At work we use gradle on a Scalding project and I'm trying to come up with the simplest job to get the hand out of the stack.
My class looks as :
package org.playground
import com.twitter.scalding._
class readCsv(args: Args) extends Job(args) {
val csv:Csv = Csv(args("input"), ("firstName", "lastName"))
println(csv)
}
and lives in playground/src/org/playground/readCsv.scala
. My build script looks like this:
apply plugin: 'scala'
archivesBaseName = 'playground'
mainClassName = 'org.playground.readCsv'
repositories {
mavenLocal()
mavenCentral()
maven{
url 'http://conjars.org/repo/'
artifactUrls 'http://clojars.org/repo/'
artifactUrls 'http://maven.twttr.com/'
}
}
dependencies {
compile 'org.scala-lang:scala-compiler:2.9.2'
compile 'org.scala-lang:scala-library:2.9.2'
compile 'bixo:bixo-core:0.9.1'
compile 'org.apache.hadoop:hadoop-core:1.2.1'
compile 'com.twitter:scalding_2.9.2:0.8.1'
compile 'cascading:cascading-core:2.1.6'
compile 'cascading:cascading-hadoop:2.1.6'
testCompile 'org.testng:testng:6.8.7'
testCompile 'org.scala-tools.testing:specs:1.6.2.2_1.5.0'
}
test {
useTestNG()
}
jar {
description = "Assembles a Hadoop-ready JAR file"
manifest {
attributes( "Main-Class": "org.playground.readCsv" )
}
}
This compiles and builds successfully but trying to run the jar throws this error:
$ java -jar build/libs/playground.jar
Exception in thread "main" java.lang.NoClassDefFoundError: org/playground/readCsv
Caused by: java.lang.ClassNotFoundException: org.playground.readCsv
at java.net.URLClassLoader$1.run(URLClassLoader.java:202)

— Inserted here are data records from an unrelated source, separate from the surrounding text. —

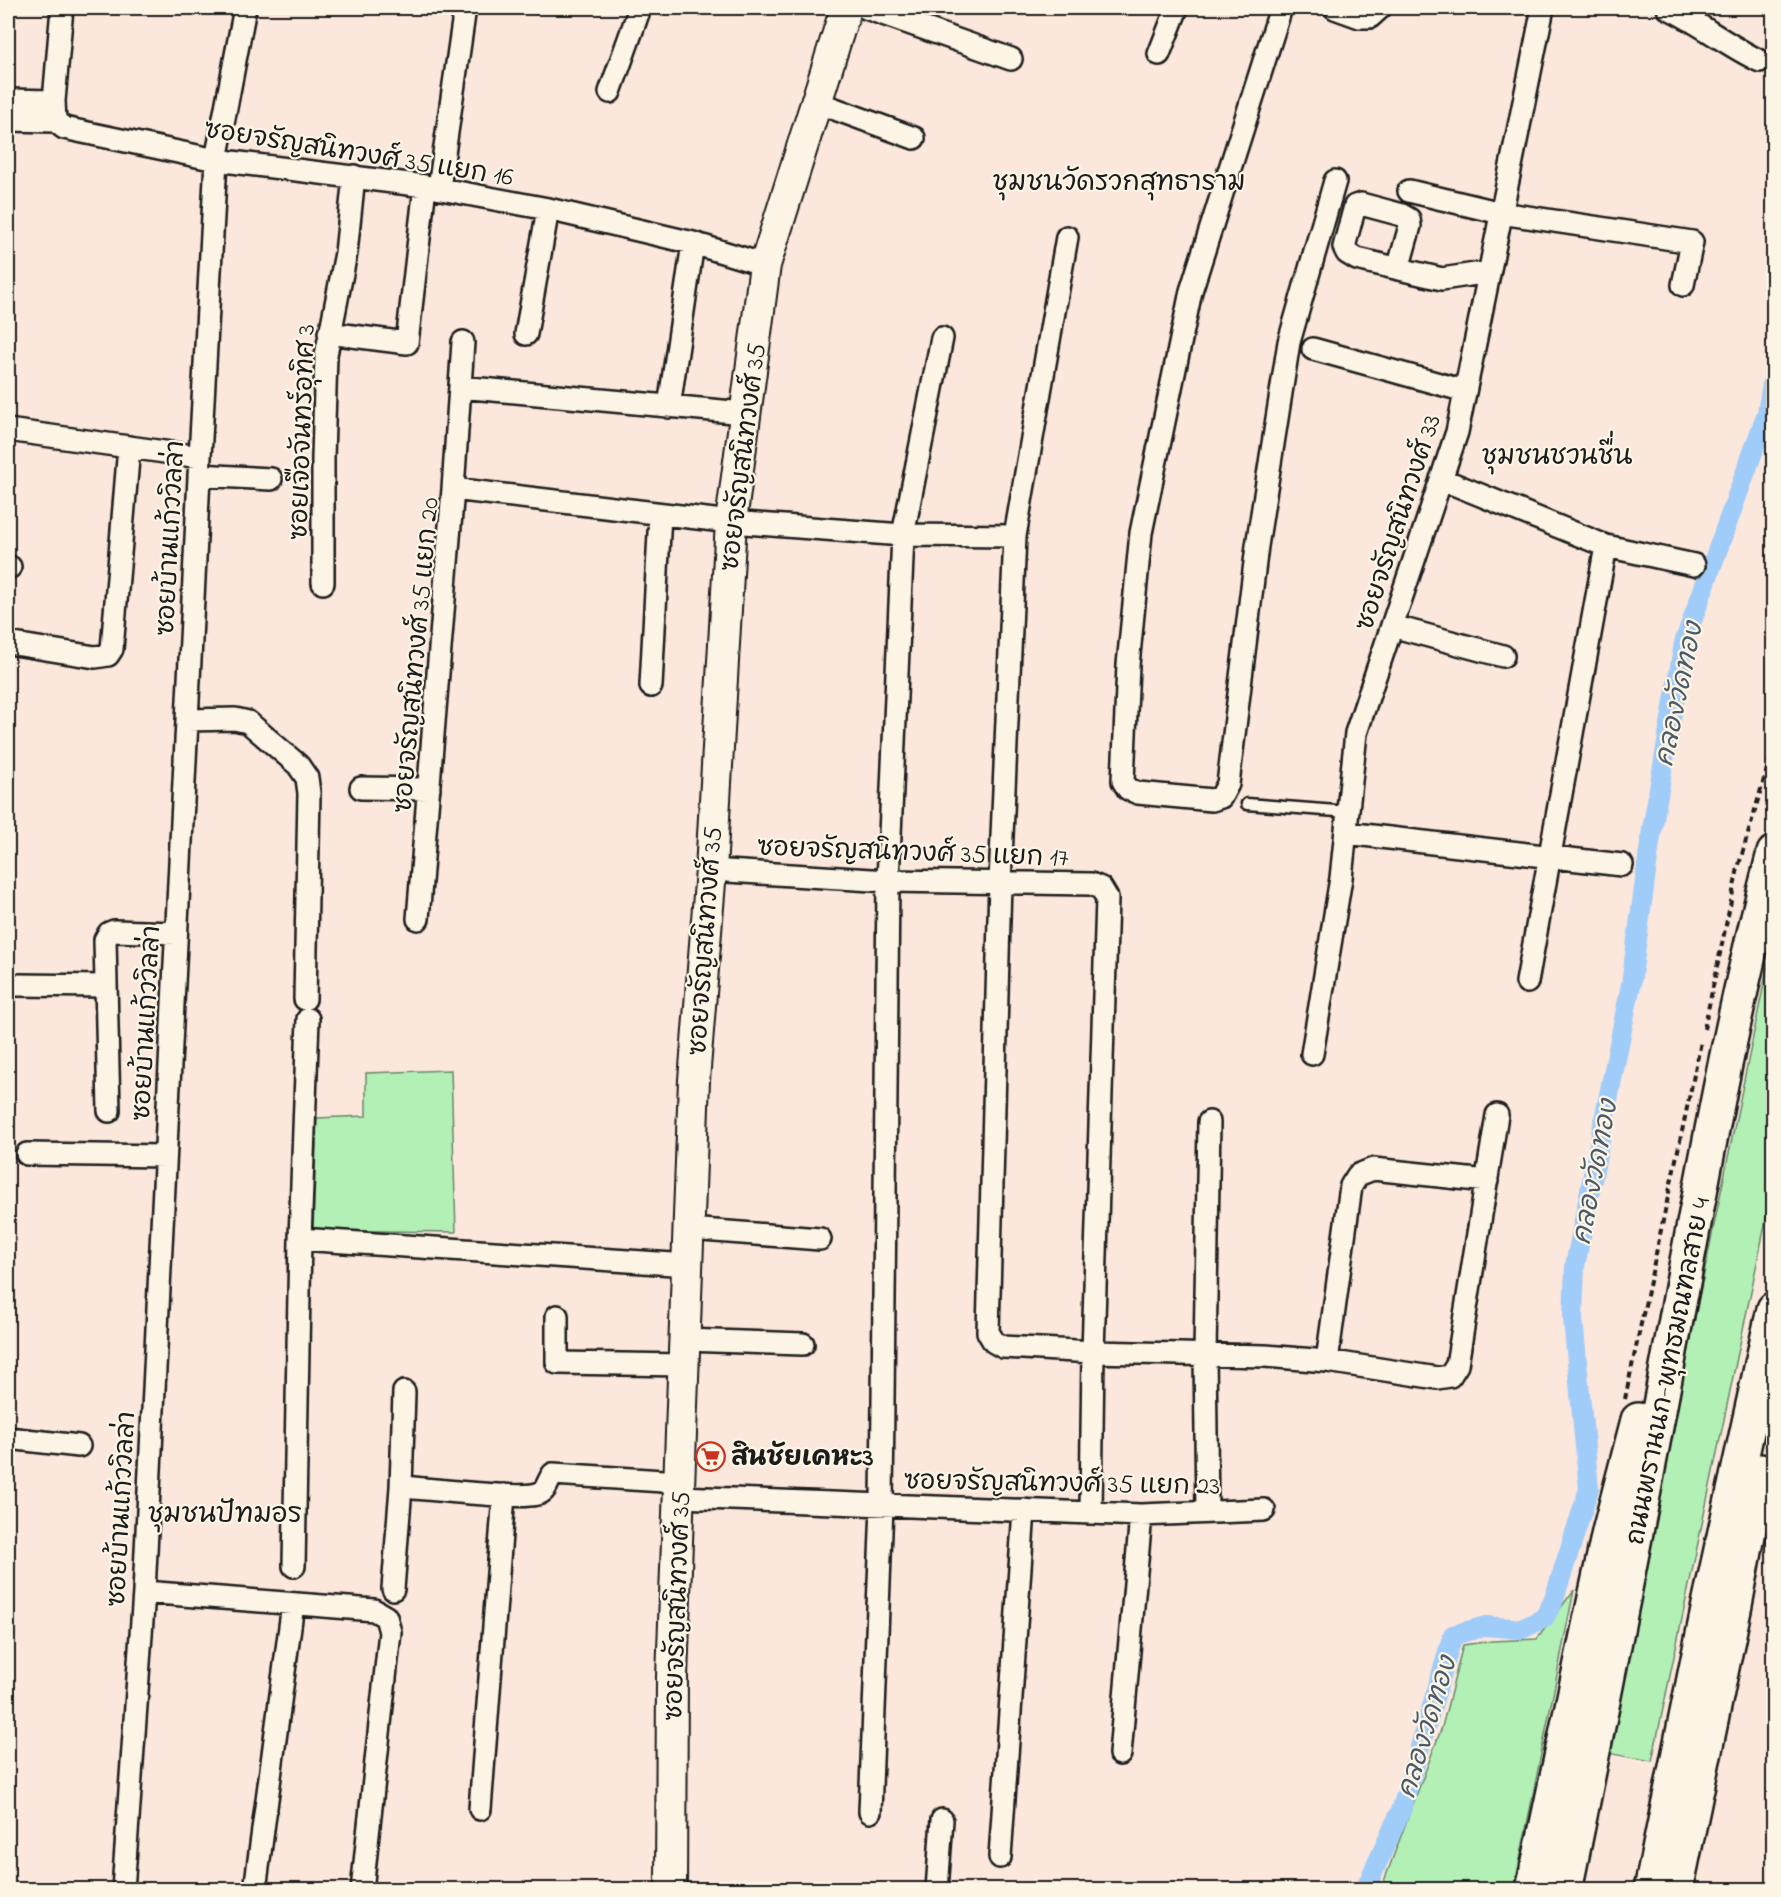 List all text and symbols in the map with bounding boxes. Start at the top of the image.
street label: ซอยจรัญสนิทวงศ์ 35 แยก 16 [201,112,516,198]
district label: ชุมชนวัดรวกสุทธาราม [993,164,1246,203]
street label: ซอยเจือจันทร์อุทิศ 3 [281,324,327,541]
street label: ซอยจรัญสนิทวงศ์ 35 [712,341,778,574]
street label: ซอยจรัญสนิทวงศ์ 33 [1347,410,1453,636]
district label: ชุมชนชวนชื่น [1481,430,1633,477]
street label: ซอยบ้านแก้ววิลล่า [148,440,196,637]
street label: ซอยจรัญสนิทวงศ์ 35 แยก 20 [385,496,451,815]
water label: คลองวัดทอง [1646,616,1715,770]
street label: ซอยจรัญสนิทวงศ์ 35 [680,825,734,1057]
street label: ซอยจรัญสนิทวงศ์ 35 แยก 17 [756,830,1070,878]
street label: ซอยบ้านแก้ววิลล่า [124,925,172,1122]
water label: คลองวัดทอง [1563,1094,1630,1248]
street label: ถนนพรานนก-พุทธมณฑลสาย 4 [1618,1194,1722,1549]
street label: ซอยบ้านแก้ววิลล่า [99,1411,147,1608]
supermarket icon: สินชัยเคหะ3 [694,1440,726,1472]
place label: สินชัยเคหะ3 [731,1440,874,1478]
street label: ซอยจรัญสนิทวงศ์ 35 แยก 23 [903,1463,1220,1507]
street label: ซอยจรัญสนิทวงศ์ 35 [656,1491,702,1721]
district label: ชุมชนปัทมอร [148,1496,302,1535]
water label: คลองวัดทอง [1388,1650,1469,1803]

at java.security.AccessController.doPrivileged(Native Method)
at java.net.URLClassLoader.findClass(URLClassLoader.java:190)

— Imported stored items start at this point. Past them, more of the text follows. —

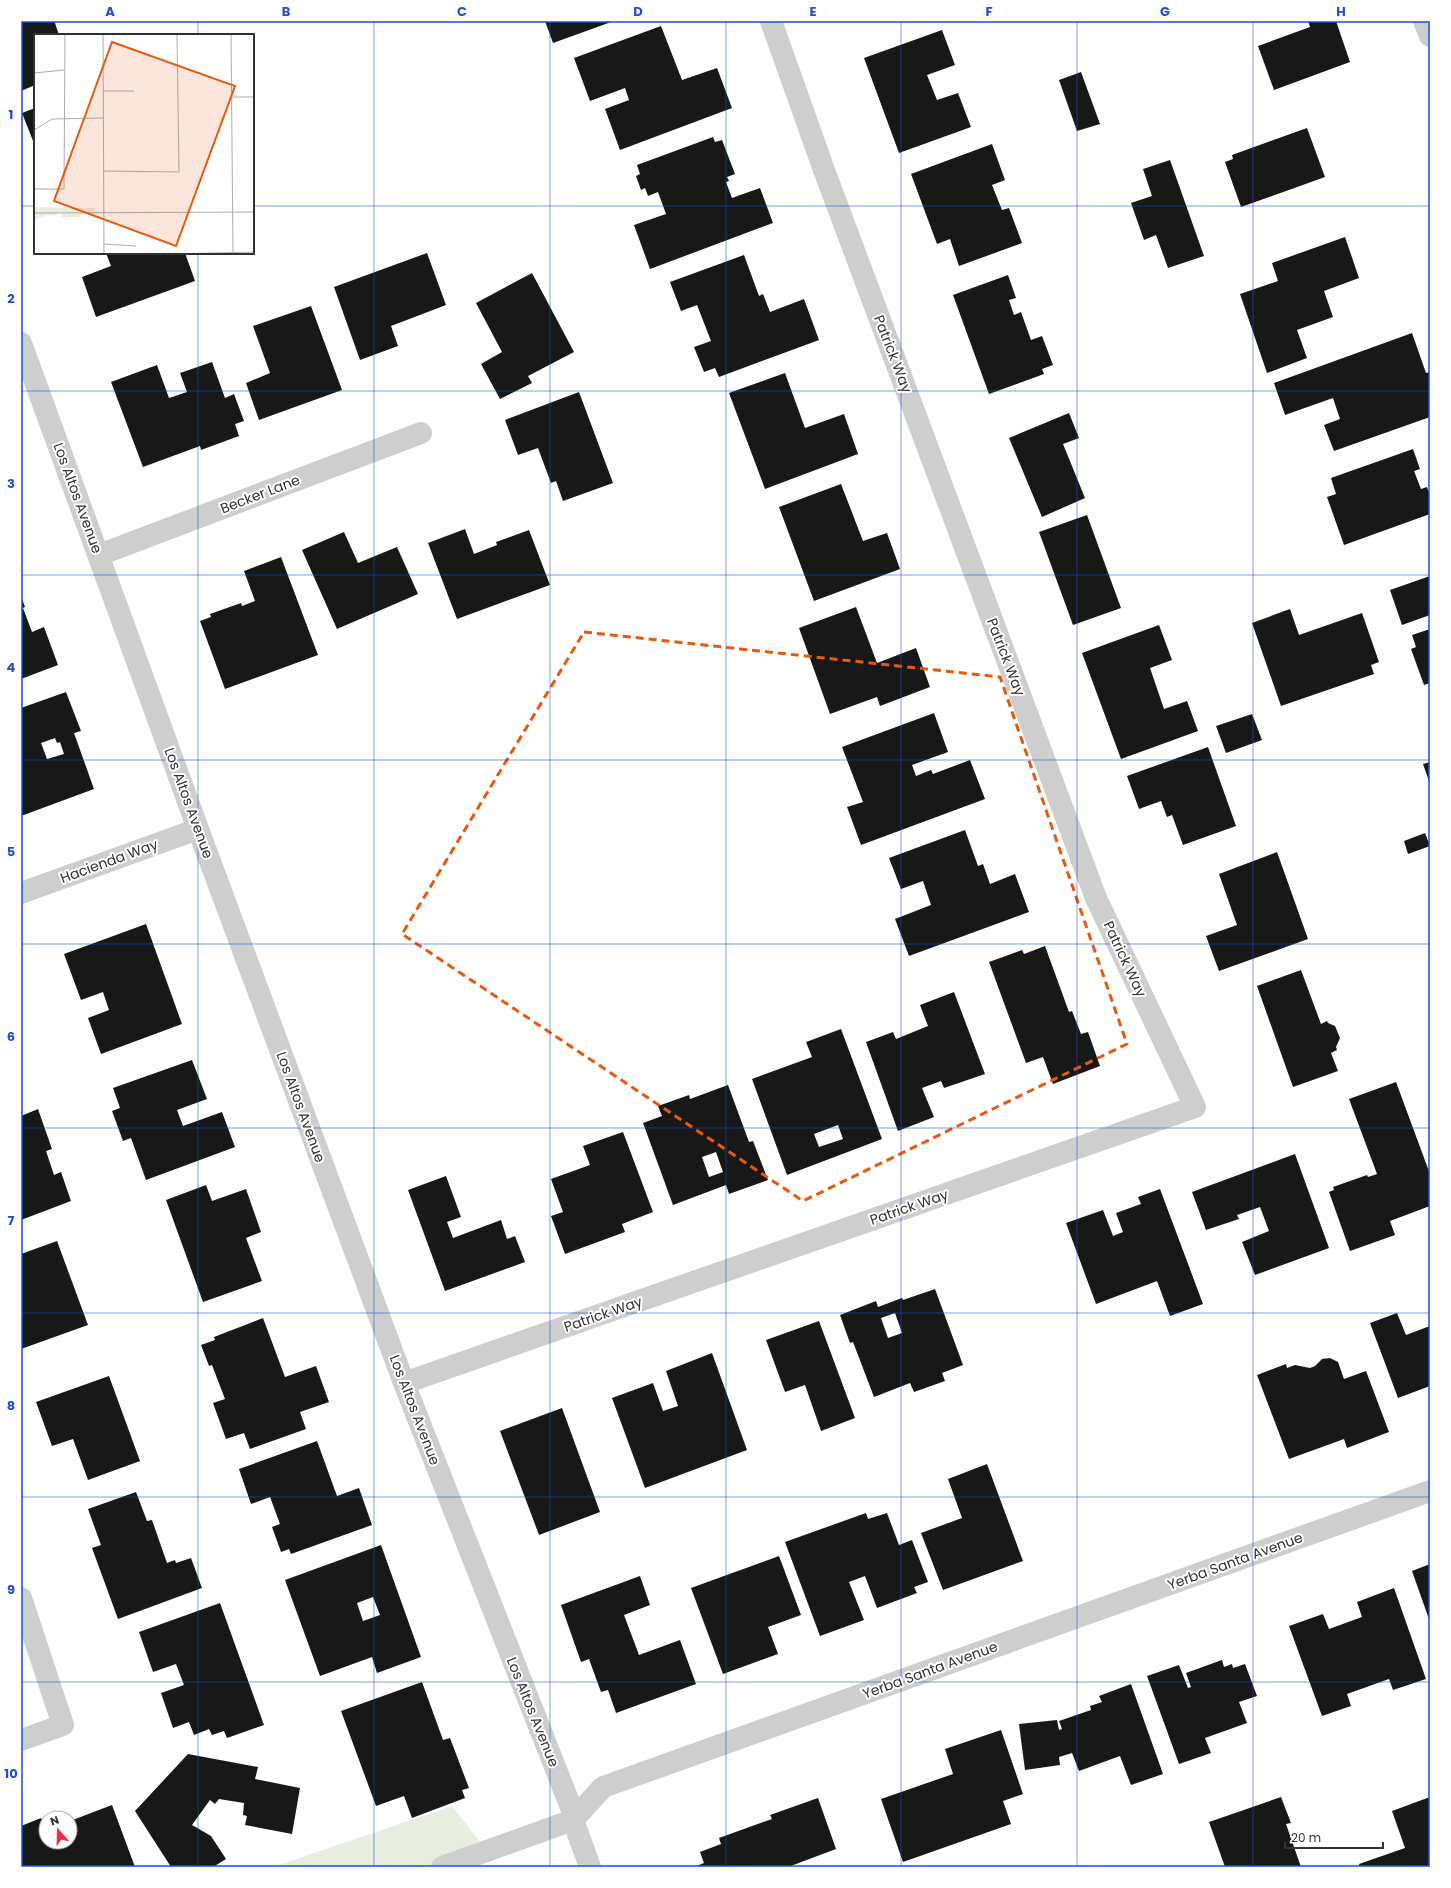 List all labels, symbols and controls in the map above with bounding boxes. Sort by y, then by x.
text: A [105,2,115,21]
text: B [282,2,291,21]
text: C [457,2,467,21]
text: D [633,2,643,21]
text: E [809,2,817,21]
text: F [985,2,993,21]
text: G [1160,2,1170,21]
text: H [1336,2,1346,21]
inset map [34,34,254,254]
text: 1 [9,105,13,124]
text: 2 [7,289,15,308]
street label: Patrick Way [869,312,917,396]
street label: Los Altos Avenue [49,440,107,557]
street label: Becker Lane [217,470,303,518]
text: 3 [7,474,15,493]
street label: Patrick Way [982,615,1030,699]
text: 4 [7,658,16,677]
street label: Los Altos Avenue [160,745,218,862]
street label: Hacienda Way [57,834,161,888]
text: 5 [7,842,15,861]
street label: Patrick Way [1099,918,1151,1000]
text: 6 [7,1027,15,1046]
street label: Los Altos Avenue [272,1049,330,1166]
street label: Patrick Way [867,1184,951,1230]
text: 7 [8,1211,15,1230]
street label: Patrick Way [561,1291,645,1337]
street label: Los Altos Avenue [385,1352,445,1468]
text: 8 [7,1396,15,1415]
street label: Yerba Santa Avenue [1165,1527,1306,1595]
text: 9 [7,1580,15,1599]
street label: Yerba Santa Avenue [860,1636,1001,1704]
street label: Los Altos Avenue [502,1654,564,1770]
text: 10 [4,1764,18,1783]
north arrow [38,1810,78,1850]
text: N [48,1812,61,1830]
scale bar [1285,1824,1383,1850]
text: 20 m [1291,1829,1321,1846]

at java.lang.ClassLoader.loadClass(ClassLoader.java:306)
at sun.misc.Launcher$AppClassLoader.loadClass(Launcher.java:301)
at java.lang.ClassLoader.loadClass(ClassLoader.java:247)
My educated guess is that having the job extend from Job
fails to conform some convention and doesn't look like a valid Main-Class, but I won't expect it to complain about not finding it.
Other possibility is that running it as java -jar jarname
is incorrect and I just need run it with hadoop or something along those lines.
Anyway and just to validate: What is wrong with my setup?
The source file is in the wrong location. By default, it needs to go into src/main/scala/org/playground/readCsv.scala
. Otherwise, it won't even get compiled.